Material provided:
>>>>

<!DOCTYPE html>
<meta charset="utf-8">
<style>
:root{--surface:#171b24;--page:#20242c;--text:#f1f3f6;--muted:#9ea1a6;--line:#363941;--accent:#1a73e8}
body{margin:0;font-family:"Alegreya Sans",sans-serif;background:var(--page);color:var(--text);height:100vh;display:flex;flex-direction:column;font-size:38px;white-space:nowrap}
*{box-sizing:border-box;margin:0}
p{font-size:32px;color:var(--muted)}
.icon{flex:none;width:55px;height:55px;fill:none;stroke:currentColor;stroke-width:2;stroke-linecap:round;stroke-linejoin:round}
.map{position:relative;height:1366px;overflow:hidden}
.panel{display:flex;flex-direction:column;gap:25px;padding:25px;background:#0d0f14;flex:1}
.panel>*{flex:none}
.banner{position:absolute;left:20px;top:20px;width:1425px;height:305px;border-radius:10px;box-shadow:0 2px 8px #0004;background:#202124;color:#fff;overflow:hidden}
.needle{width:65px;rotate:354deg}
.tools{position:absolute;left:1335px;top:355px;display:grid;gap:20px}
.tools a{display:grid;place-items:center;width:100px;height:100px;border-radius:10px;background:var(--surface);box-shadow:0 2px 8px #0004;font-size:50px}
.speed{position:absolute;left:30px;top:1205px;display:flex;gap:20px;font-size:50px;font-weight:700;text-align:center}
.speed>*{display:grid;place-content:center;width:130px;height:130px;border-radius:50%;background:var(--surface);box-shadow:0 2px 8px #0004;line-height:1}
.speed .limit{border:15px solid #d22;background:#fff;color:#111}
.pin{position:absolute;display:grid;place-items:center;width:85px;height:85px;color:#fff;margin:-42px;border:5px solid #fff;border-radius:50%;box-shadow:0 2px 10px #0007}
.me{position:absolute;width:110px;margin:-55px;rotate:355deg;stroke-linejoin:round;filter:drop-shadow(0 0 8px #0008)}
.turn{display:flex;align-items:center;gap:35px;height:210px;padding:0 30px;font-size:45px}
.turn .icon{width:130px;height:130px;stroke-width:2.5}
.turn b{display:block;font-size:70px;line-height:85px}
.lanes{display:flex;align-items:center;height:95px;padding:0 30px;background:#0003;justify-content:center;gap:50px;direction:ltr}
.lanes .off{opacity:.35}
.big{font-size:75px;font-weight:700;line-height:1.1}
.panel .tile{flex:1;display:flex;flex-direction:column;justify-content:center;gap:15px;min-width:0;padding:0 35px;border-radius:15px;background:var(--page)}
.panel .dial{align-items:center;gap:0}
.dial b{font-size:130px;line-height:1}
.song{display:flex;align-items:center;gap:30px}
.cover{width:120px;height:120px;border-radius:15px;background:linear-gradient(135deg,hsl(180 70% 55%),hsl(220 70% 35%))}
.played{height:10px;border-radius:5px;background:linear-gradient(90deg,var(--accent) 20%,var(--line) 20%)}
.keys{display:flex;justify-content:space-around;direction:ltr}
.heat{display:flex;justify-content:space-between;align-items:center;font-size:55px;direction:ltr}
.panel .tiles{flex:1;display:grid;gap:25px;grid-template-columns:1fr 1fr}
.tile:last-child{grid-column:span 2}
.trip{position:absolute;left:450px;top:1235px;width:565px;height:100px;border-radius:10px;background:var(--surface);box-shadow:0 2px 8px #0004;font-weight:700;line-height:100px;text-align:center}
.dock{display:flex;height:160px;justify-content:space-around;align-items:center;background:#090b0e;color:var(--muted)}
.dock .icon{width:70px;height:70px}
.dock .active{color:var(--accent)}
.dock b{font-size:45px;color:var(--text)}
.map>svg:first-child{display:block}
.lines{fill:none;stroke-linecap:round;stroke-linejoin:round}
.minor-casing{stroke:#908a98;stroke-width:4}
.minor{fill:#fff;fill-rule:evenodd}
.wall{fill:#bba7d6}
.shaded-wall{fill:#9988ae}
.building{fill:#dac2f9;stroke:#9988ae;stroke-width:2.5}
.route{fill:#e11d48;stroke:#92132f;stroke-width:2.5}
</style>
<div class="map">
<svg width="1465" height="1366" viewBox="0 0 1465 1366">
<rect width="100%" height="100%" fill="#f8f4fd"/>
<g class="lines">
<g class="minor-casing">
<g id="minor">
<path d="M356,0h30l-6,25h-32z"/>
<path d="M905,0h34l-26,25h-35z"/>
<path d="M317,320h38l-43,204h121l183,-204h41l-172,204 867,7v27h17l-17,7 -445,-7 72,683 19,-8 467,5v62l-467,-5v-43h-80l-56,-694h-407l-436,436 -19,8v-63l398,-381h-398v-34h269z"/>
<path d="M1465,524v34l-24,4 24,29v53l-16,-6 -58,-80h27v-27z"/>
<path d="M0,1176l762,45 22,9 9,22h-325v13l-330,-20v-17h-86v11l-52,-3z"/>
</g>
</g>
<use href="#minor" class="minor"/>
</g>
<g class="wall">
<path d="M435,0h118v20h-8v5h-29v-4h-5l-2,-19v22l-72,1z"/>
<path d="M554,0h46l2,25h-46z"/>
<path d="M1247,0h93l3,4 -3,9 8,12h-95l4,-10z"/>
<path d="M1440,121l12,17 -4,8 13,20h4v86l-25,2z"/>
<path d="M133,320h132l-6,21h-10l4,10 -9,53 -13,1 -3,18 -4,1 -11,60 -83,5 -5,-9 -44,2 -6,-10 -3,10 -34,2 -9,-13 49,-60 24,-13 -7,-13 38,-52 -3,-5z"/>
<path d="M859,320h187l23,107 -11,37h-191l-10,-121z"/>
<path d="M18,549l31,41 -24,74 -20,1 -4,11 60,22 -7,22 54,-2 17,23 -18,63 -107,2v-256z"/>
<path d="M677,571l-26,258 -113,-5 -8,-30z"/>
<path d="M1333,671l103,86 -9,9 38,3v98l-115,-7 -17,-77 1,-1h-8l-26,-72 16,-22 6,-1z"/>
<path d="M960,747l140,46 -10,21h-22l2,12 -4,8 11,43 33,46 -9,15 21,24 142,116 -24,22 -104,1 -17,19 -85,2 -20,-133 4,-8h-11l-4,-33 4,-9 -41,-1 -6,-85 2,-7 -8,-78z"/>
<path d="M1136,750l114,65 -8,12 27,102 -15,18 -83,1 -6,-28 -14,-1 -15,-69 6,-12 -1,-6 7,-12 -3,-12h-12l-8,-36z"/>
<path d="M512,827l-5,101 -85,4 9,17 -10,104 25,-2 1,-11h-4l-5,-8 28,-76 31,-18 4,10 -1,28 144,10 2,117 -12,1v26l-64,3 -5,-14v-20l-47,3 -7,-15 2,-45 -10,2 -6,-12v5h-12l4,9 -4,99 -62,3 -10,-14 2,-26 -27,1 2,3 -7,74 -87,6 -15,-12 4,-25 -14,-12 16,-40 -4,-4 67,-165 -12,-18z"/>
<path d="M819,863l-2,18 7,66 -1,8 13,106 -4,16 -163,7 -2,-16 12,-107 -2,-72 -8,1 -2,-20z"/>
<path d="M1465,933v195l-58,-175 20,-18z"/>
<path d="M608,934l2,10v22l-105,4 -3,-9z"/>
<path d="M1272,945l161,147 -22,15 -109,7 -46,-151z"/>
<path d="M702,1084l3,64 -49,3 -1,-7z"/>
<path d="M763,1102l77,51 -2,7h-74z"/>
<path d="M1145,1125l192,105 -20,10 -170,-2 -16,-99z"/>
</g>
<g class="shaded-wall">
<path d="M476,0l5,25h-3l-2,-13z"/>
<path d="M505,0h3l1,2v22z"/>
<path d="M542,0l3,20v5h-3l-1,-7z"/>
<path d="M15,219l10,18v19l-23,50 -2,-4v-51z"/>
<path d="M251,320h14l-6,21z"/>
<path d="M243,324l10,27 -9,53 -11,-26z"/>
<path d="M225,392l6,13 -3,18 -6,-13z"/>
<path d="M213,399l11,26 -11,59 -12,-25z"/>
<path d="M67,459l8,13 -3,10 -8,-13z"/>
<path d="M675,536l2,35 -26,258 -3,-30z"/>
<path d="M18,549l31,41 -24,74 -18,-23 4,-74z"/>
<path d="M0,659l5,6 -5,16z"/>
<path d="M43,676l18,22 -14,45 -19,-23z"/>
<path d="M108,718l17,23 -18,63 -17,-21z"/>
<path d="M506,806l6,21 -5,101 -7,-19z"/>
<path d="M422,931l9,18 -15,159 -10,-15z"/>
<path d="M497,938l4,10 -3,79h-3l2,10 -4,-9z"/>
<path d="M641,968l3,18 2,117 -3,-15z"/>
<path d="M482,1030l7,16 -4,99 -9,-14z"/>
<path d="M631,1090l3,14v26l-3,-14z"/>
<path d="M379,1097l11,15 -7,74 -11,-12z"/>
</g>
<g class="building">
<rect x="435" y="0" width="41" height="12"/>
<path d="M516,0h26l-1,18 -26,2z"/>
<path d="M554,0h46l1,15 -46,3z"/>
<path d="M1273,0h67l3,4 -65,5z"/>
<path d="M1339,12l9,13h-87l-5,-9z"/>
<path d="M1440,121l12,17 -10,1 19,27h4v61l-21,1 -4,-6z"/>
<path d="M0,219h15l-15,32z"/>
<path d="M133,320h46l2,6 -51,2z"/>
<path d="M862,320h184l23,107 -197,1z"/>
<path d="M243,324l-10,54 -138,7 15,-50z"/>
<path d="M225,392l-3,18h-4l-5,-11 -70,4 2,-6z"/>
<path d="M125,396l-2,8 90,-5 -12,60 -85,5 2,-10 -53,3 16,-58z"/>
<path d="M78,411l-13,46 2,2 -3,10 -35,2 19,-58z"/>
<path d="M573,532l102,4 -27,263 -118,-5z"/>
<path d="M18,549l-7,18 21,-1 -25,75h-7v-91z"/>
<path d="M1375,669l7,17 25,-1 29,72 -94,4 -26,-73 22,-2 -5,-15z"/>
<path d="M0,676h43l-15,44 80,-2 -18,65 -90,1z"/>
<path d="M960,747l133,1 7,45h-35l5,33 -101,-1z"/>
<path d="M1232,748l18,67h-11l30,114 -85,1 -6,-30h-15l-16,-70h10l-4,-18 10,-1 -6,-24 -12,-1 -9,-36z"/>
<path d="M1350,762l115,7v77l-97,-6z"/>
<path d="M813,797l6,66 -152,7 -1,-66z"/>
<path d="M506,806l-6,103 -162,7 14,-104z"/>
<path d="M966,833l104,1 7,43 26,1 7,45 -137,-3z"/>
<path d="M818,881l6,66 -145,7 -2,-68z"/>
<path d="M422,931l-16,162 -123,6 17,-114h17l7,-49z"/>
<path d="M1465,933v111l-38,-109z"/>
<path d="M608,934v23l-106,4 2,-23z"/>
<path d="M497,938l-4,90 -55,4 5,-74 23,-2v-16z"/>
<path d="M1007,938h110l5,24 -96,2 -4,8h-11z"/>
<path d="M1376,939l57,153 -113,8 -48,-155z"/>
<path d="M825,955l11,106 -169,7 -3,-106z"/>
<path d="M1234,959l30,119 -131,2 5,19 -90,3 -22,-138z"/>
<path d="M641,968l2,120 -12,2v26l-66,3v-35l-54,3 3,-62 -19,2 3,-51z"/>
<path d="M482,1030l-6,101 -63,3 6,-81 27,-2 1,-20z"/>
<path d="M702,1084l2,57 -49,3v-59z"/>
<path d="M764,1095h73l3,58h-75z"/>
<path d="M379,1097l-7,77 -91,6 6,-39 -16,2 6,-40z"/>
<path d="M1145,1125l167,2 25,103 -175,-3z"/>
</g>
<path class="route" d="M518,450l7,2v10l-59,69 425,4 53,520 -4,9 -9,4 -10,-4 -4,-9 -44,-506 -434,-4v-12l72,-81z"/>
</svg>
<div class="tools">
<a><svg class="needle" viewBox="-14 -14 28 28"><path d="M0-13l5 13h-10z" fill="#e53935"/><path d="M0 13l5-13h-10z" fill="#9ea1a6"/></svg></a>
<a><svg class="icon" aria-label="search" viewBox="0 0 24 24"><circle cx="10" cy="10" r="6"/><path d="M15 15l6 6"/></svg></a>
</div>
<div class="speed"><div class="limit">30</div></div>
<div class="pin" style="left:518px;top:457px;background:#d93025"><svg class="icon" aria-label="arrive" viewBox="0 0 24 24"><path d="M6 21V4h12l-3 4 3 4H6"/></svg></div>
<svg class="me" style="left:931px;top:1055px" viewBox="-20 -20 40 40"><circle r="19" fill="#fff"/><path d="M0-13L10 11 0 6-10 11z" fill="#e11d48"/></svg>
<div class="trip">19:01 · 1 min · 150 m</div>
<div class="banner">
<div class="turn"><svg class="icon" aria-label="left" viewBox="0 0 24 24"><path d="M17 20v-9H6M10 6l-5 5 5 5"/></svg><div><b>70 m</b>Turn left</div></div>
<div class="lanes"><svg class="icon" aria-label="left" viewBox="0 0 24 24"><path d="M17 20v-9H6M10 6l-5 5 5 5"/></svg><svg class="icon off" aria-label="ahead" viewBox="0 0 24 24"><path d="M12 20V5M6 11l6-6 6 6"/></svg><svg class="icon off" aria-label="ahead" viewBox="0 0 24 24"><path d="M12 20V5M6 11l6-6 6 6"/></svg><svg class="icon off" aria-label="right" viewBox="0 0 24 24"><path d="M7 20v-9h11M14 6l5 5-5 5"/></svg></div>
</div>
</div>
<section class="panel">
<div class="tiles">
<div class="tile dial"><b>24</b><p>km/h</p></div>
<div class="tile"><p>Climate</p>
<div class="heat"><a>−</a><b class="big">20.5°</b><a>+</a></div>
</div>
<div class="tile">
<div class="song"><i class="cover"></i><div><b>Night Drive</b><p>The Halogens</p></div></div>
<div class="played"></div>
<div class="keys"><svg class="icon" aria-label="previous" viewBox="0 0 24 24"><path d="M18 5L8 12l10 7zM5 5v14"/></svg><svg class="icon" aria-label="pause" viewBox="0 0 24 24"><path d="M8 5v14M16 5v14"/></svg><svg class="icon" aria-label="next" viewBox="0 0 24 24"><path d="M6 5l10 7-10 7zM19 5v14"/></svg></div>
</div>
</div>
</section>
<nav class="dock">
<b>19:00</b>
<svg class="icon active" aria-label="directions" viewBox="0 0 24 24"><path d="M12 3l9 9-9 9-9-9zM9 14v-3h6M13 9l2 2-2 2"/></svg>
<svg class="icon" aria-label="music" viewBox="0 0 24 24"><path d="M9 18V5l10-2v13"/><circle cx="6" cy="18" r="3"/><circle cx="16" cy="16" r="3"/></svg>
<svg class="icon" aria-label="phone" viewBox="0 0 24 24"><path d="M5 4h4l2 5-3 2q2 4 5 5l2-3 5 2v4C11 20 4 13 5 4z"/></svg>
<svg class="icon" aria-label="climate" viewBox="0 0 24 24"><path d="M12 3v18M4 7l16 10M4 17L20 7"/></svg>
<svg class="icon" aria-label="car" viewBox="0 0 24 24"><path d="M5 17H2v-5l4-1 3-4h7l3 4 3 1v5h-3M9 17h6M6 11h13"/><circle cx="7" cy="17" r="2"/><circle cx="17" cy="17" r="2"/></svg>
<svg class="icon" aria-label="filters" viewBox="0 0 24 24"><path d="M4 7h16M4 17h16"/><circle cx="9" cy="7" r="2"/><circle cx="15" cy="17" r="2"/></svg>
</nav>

<<<<

Task to carry out: In the records above, which lines hold the string "song"? Copy each one.

Solution for this exercise:
.song{display:flex;align-items:center;gap:30px}
<div class="song"><i class="cover"></i><div><b>Night Drive</b><p>The Halogens</p></div></div>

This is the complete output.